If kids are to believe they are strong and competent, they need opportunities to make real contributions to their community. Work gives children the chance to demonstrate that they are smart and capable, and true self-esteem develops from genuine accomplishment, like digging potatoes and then mashing them by hand; cleaning up a spill; helping a new friend work a puzzle you’ve mastered; helping a teacher build a campfire for roasting cheese; or hauling a heavy bag of manure to the garden beds.
Children Firsters use adult tools and equipment in ways appropriate for them, whether that means using a real stove to cook cinnamon toast, a real screwdriver to take apart a printer, or a real camera to capture an image of a garden critter for our Field Guide.
Children also benefit from opportunities to face down challenges. Some of those challenges come in play, but others come from teachers who sense a child’s readiness to try something new and difficult.
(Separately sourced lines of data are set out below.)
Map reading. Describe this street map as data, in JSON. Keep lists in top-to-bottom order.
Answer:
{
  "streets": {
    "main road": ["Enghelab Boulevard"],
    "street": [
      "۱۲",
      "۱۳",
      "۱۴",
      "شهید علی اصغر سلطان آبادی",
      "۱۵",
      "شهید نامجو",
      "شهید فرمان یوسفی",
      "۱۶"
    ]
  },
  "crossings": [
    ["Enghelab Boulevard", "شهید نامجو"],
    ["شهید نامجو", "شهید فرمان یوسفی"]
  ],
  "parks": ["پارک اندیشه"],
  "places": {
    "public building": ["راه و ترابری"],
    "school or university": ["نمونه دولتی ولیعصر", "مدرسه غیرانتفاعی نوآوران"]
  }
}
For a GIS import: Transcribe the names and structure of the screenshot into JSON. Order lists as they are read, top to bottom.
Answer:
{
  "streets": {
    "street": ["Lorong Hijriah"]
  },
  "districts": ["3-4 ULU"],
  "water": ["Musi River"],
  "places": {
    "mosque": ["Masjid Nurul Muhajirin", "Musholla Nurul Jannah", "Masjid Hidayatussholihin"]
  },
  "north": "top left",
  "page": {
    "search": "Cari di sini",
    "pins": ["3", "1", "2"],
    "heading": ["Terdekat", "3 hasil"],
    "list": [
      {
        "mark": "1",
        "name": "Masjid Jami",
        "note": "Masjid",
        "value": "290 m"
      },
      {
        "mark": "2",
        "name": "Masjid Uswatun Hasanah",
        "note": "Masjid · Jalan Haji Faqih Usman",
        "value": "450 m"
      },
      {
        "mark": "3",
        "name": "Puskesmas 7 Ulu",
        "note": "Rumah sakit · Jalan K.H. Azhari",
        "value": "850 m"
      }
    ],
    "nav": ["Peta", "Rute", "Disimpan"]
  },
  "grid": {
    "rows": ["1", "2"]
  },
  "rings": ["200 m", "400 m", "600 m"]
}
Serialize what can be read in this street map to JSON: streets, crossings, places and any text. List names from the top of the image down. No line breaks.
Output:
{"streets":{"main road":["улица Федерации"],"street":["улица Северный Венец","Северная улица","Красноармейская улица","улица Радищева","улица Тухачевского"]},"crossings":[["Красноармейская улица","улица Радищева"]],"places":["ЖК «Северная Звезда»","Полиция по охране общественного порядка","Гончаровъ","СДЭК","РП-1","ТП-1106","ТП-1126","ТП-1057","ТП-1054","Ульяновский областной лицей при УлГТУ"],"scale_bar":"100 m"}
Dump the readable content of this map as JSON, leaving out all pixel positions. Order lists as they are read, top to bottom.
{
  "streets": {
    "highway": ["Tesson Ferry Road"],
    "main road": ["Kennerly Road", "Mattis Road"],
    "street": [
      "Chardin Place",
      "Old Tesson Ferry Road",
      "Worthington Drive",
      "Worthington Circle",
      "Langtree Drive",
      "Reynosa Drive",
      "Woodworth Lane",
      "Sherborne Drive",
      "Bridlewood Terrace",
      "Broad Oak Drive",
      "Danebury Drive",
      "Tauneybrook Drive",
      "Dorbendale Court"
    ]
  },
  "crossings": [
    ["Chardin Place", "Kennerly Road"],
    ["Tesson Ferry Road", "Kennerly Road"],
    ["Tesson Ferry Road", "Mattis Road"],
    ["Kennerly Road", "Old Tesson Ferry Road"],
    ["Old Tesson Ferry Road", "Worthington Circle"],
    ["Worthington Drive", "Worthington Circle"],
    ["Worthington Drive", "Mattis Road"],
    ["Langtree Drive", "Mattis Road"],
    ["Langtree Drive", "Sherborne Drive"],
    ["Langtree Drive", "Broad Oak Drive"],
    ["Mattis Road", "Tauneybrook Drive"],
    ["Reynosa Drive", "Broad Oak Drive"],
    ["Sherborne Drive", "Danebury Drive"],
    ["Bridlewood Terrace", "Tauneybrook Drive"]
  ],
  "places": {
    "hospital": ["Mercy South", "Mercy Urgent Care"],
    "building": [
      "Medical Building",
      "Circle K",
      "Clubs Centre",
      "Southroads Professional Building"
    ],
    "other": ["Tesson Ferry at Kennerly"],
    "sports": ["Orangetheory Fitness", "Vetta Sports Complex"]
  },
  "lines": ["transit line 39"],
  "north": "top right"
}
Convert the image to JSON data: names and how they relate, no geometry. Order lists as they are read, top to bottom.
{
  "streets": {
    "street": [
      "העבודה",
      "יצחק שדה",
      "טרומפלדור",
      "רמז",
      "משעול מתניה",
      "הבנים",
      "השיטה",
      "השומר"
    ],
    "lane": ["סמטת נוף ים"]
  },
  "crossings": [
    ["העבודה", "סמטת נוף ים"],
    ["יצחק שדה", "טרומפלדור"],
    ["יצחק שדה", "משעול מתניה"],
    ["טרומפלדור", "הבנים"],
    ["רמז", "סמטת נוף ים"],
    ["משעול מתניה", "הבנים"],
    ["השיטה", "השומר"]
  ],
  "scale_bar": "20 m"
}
Children Firsters learn that a “must -do” is a task teachers are confident they can tackle, even if they aren’t sure yet. So it is that a child who usually avoids drawing will be asked to sketch his building before going outside to play; or a child who is unsure about storytelling will be brought to the story table and offered help to get started; or a child who never builds will be paired with enthusiastic builders in a small group activity.
How do you learn to draw? You just do it and that can help you practice it, and then you practice so many times you are great at it.